If you have purchased any electronic or electrical instrument, you will come across with the term amperage. This term is often used as well by electricians. But what exactly does this word mean and why is it important? Having an understanding with an amperage can help lower your monthly electric bill and help you be a wise shopper.
The amperage is the strength of an electrical current measured in amperes. The ampere is the SI unit of electrical current. It can also be the amount of electrical charge that flows through a conductor in a certain given time. Most electrical instruments are rated according to their amperage or the amount of current that they draw from the main supply when a normal operation has been handled.
When it comes to the electricity flowing in and out of a home, some electricians may be referring it to voltage, amperage or wattage depending on the circumstances. But if we are going to talk about the effect of electric shock, it is no other thing but the amperage. Generally, amperage is the word used to describe the number of electrons traveling past a fixed point in a conductor.
The Difference between Amps, Volts, and Watts
There are so many misunderstanding with the words amps, volts, and watts. There are even times that they have been mixed together and it leads to many different troubles in mind. Well, they might sound the same but they are greatly different – in functions and in the words itself. Understanding the difference between amps, volts and watts can help us know them better. Finding a good analogy what these terms truly mean is to think them like flowing water all the way through a hose.
Let us differentiate them on by one.
- Amps – An amp is a measure of how much electricity is running through an electrical line just like the amount of water flowing through a hose.
- Volts – When we talk about volts, it is the measure of how strong or how forceful the electricity flowing through an electrical line is. It is somewhat like the pressure of water running through a hose. This is the reason why large appliances with 220 V can suck more power per minute than those who only have 120 V.
- Watts – When it comes to watts, it is the result of multiplying amps and volts together. When we talk about the electricity, watts is the working capacity.
Why Does Amperage Matter
Watt is the thing used to calculate power consumption. A current of one amp at one volt consumes only one watt of power. To get how much power consumed, the power used by a device is simply multiplied by volts. So assuming that the appliance rated at 10 amps plugged into 110V supply, it will only use 1,110 watts of energy.
Watts are used by most power companies to measure the consumed electricity in order to charge consumers but amperage is important to calculate the cost of energy running in an electrical device. Generally, the power use of customers will be charged by kilowatt-hours. However, there is always a substitution between power and economy when it comes to homeowner’s electrical devices. It seems that the higher the current rating, the higher the cost of consumed power.

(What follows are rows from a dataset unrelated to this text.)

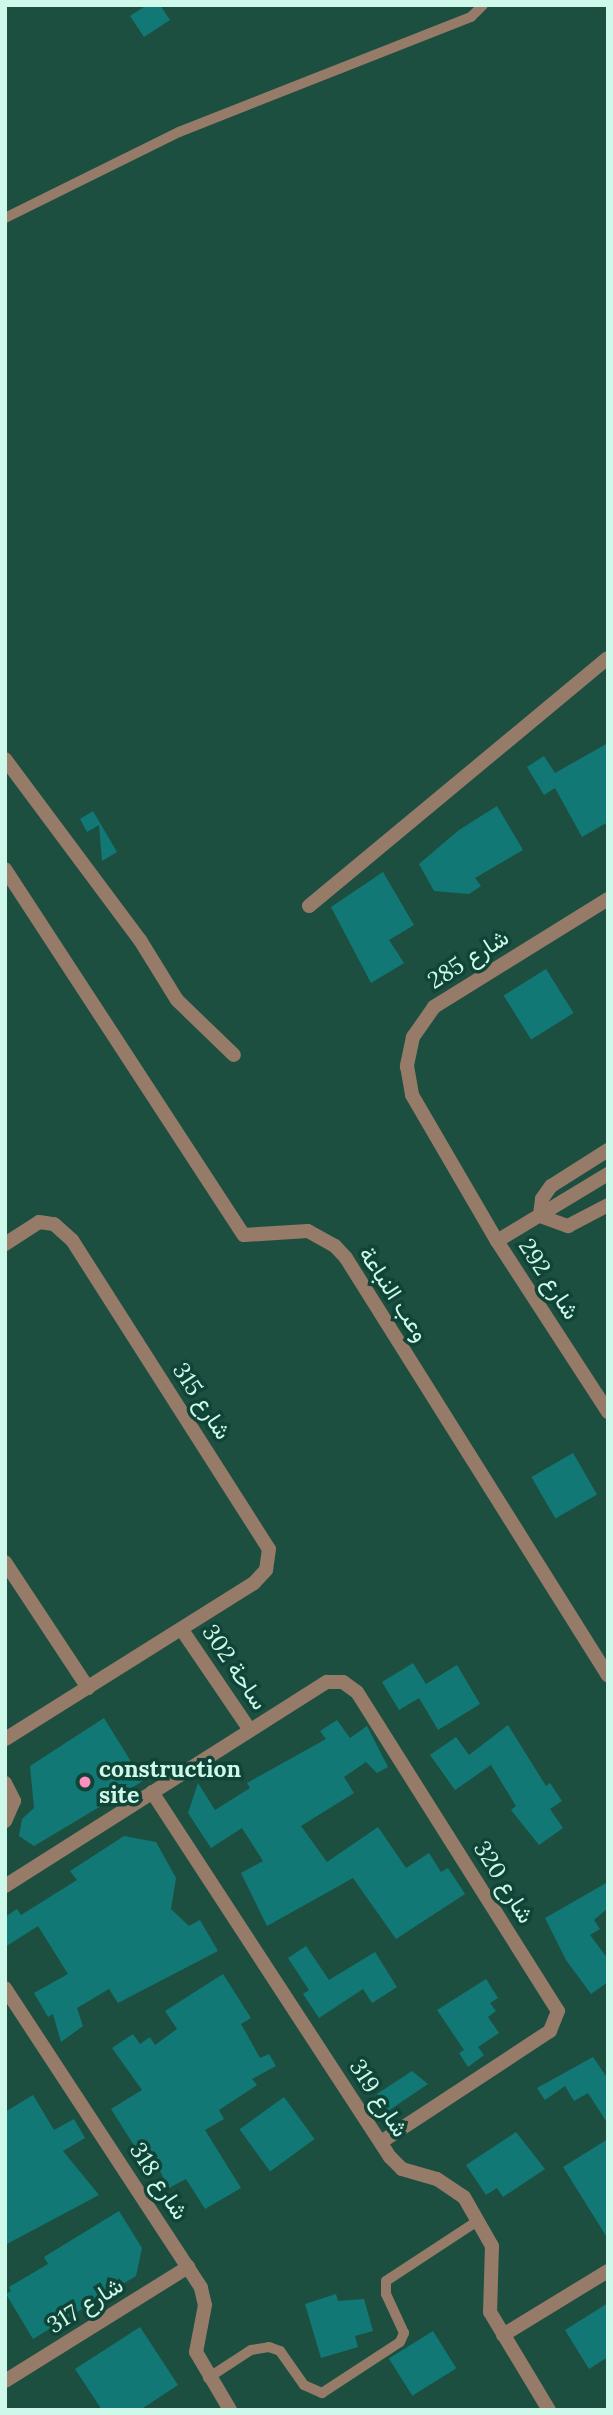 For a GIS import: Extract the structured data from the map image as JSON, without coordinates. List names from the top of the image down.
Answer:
{
  "streets": {
    "street": [
      "شارع 285",
      "شارع 292",
      "وعب النباعة",
      "شارع 315",
      "ساحة 302",
      "شارع 320",
      "شارع 319",
      "شارع 318",
      "شارع 317"
    ]
  },
  "crossings": [
    ["شارع 285", "شارع 292"],
    ["شارع 315", "ساحة 302"],
    ["ساحة 302", "شارع 320"],
    ["ساحة 302", "شارع 319"],
    ["شارع 320", "شارع 319"],
    ["شارع 318", "شارع 317"]
  ],
  "places": ["construction site"]
} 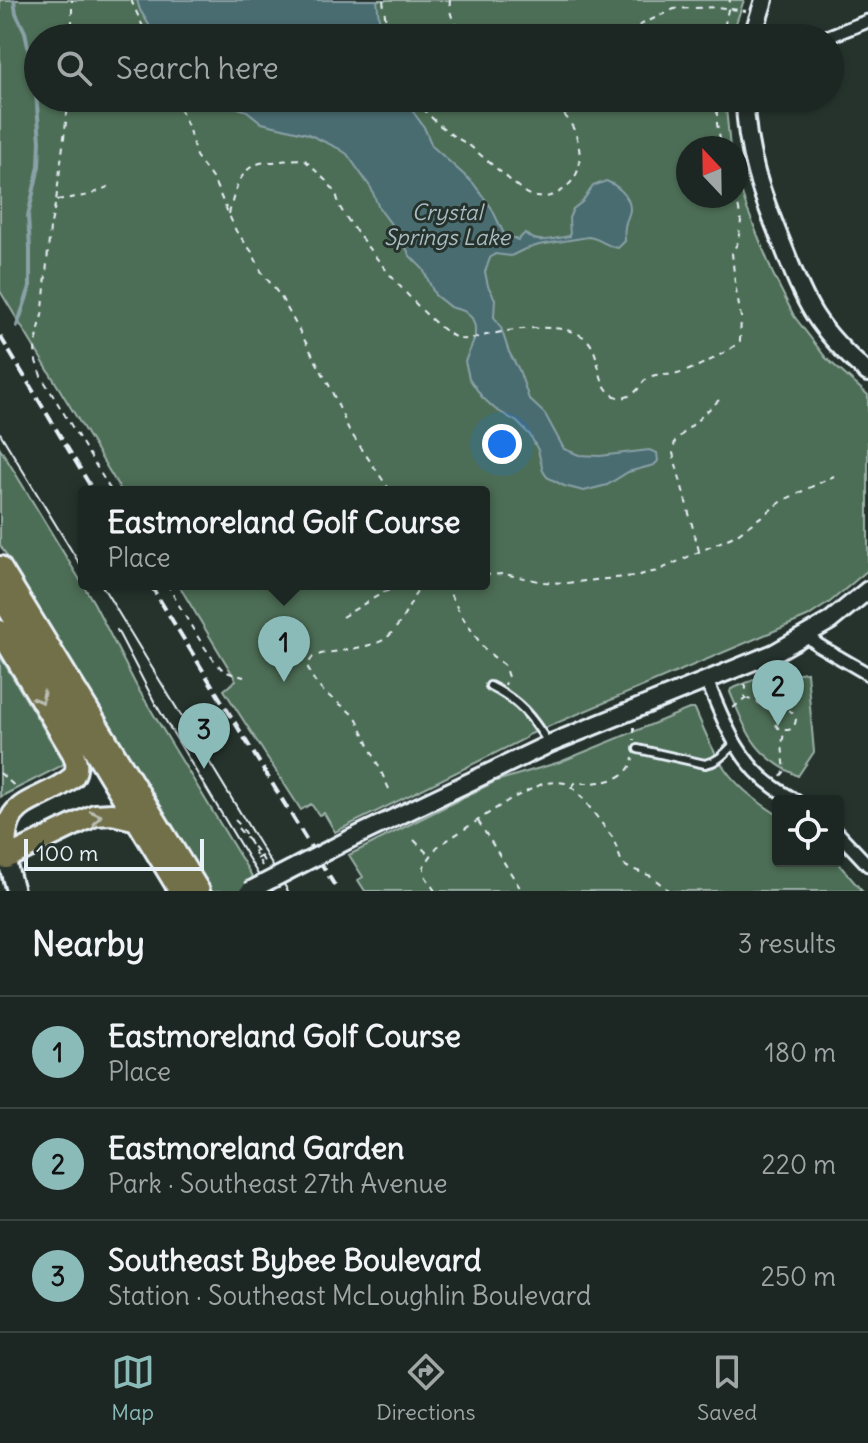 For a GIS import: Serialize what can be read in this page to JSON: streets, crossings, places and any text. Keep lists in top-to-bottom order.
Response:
{
  "water": ["Crystal Springs Lake"],
  "scale_bar": "100 m",
  "north": "top",
  "page": {
    "search": "Search here",
    "popup": ["Eastmoreland Golf Course", "Place"],
    "pins": ["1", "2", "3"],
    "scale": "100 m",
    "heading": ["Nearby", "3 results"],
    "list": [
      {
        "mark": "1",
        "name": "Eastmoreland Golf Course",
        "note": "Place",
        "value": "180 m"
      },
      {
        "mark": "2",
        "name": "Eastmoreland Garden",
        "note": "Park · Southeast 27th Avenue",
        "value": "220 m"
      },
      {
        "mark": "3",
        "name": "Southeast Bybee Boulevard",
        "note": "Station · Southeast McLoughlin Boulevard",
        "value": "250 m"
      }
    ],
    "nav": ["Map", "Directions", "Saved"]
  }
}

Therefore, if you are someone with goals of decreasing monthly utility bills then choose products with lower amperage.
Protect Yourself and Your Appliances
One of the most common issues regarding electricity usage is overheating and short-circuiting. Avoid this by protecting electrical wires and circuits by controlling the amperage. As you can see to electricians, they use fuses and breakers in order to do it. The breaker switches can also be used to control current to prevent breaking the circuit. Most large devices usually have their own circuits with higher fuses and breaker switches capacity to prevent irritating overloads.
When a person receiving an electric shock due to careless electrical handling or having electrical faults, it is the amount of current that flows in the body, not the voltage. If you are experiencing a shock of perhaps thousands of volts but there is only a small current on it, it is harmless. On the other hand, if you are hit by just a hundred volt of shock but there is extremely high current, the result could be fatal. Therefore, the lesser amps, the safer.
So, for safer home appliances and musical instruments, go for devices with lesser amperage.